# AIM OF THE EXERCISE
Looking at the data that follows, count the lines containing the word "Baptist" and write down only that count.

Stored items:
· · · · · · ·
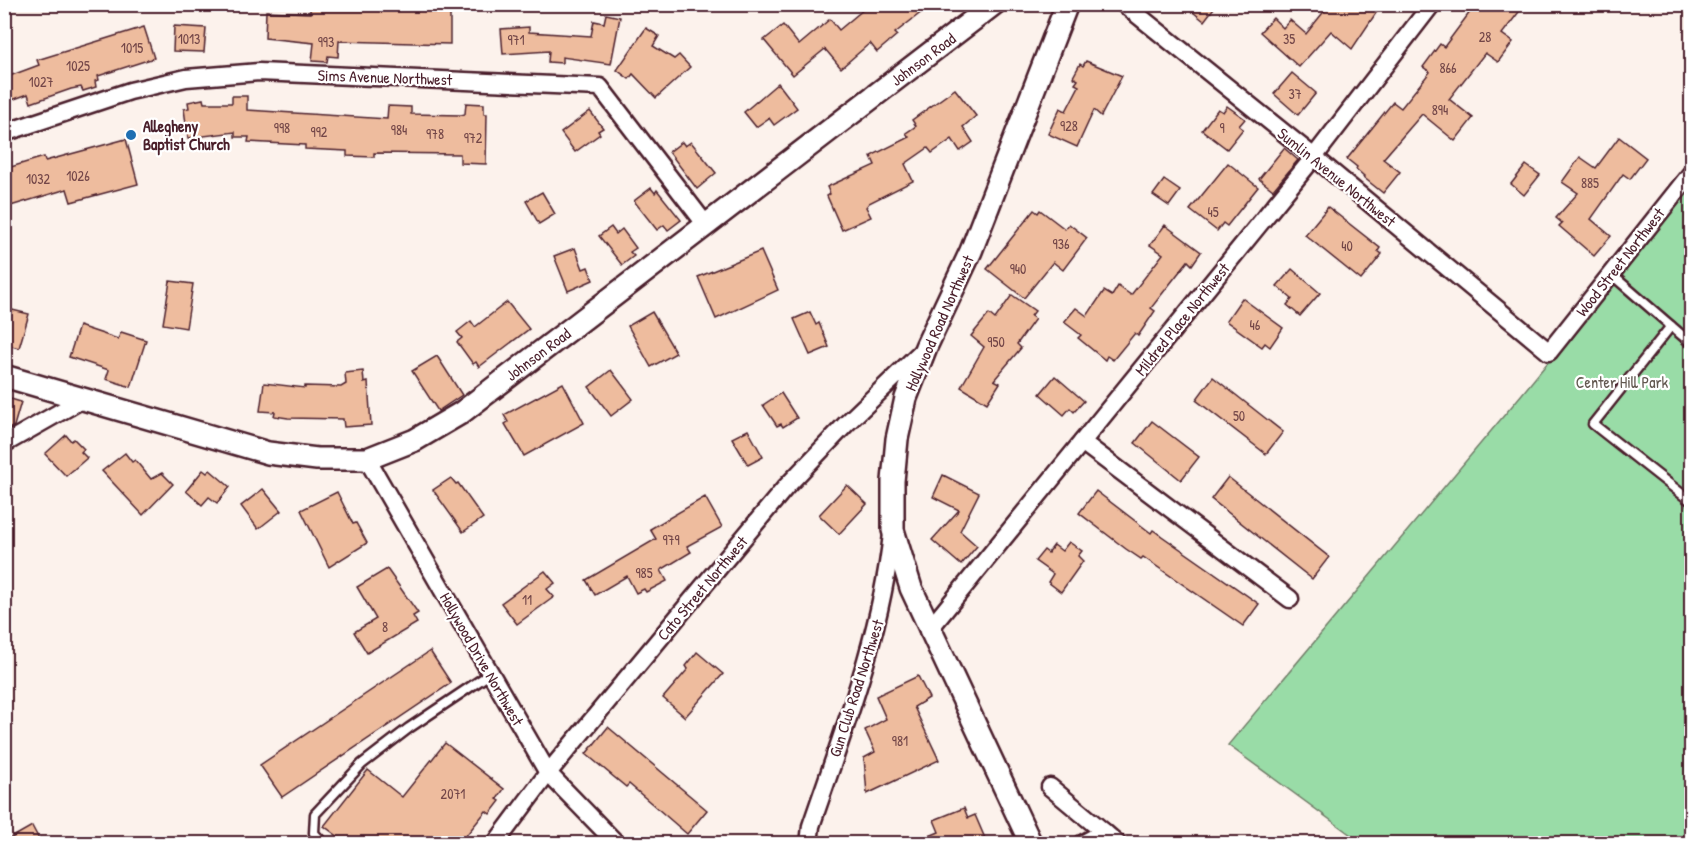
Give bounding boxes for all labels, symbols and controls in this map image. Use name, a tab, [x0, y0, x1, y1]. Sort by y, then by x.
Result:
street label: Johnson Road	[886, 27, 960, 91]
house number: 28	[1479, 27, 1491, 46]
house number: 1013	[178, 29, 200, 48]
house number: 35	[1283, 29, 1295, 48]
house number: 971	[507, 30, 525, 49]
house number: 993	[318, 32, 334, 51]
house number: 1015	[121, 38, 143, 57]
house number: 1025	[66, 56, 90, 75]
house number: 866	[1439, 58, 1457, 77]
street label: Sims Avenue Northwest	[317, 64, 453, 90]
house number: 1027	[29, 72, 53, 91]
house number: 37	[1288, 84, 1302, 103]
house number: 894	[1432, 100, 1448, 119]
place label: Allegheny Baptist Church	[143, 115, 230, 156]
house number: 928	[1060, 116, 1078, 135]
house number: 998	[274, 118, 290, 137]
house number: 9	[1219, 118, 1225, 137]
house number: 984	[391, 120, 407, 139]
house number: 992	[311, 122, 328, 141]
street label: Sumlin Avenue Northwest	[1273, 122, 1401, 232]
house number: 978	[426, 124, 444, 143]
marker: Allegheny Baptist Church	[124, 128, 138, 142]
house number: 972	[464, 128, 483, 147]
house number: 1026	[66, 166, 90, 185]
house number: 1032	[26, 169, 51, 188]
house number: 885	[1581, 173, 1599, 192]
house number: 45	[1207, 202, 1219, 221]
street label: Wood Street Northwest	[1571, 203, 1670, 321]
house number: 936	[1053, 234, 1070, 253]
house number: 40	[1341, 236, 1353, 255]
street label: Hollywood Road Northwest	[899, 251, 979, 394]
street label: Mildred Place Northwest	[1130, 258, 1235, 380]
house number: 940	[1010, 259, 1026, 278]
house number: 46	[1250, 315, 1261, 334]
street label: Johnson Road	[501, 322, 575, 386]
house number: 950	[987, 332, 1005, 351]
park label: Center Hill Park	[1576, 371, 1669, 393]
house number: 50	[1233, 406, 1245, 425]
house number: 979	[662, 530, 680, 549]
street label: Cato Street Northwest	[652, 531, 753, 645]
house number: 985	[635, 563, 653, 582]
street label: Hollywood Drive Northwest	[435, 588, 529, 730]
house number: 11	[522, 590, 532, 609]
street label: Gun Club Road Northwest	[823, 616, 889, 760]
house number: 8	[382, 617, 388, 636]
house number: 981	[892, 731, 908, 750]
house number: 2071	[441, 784, 465, 803]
· · · · · · ·
# ANSWER AREA
2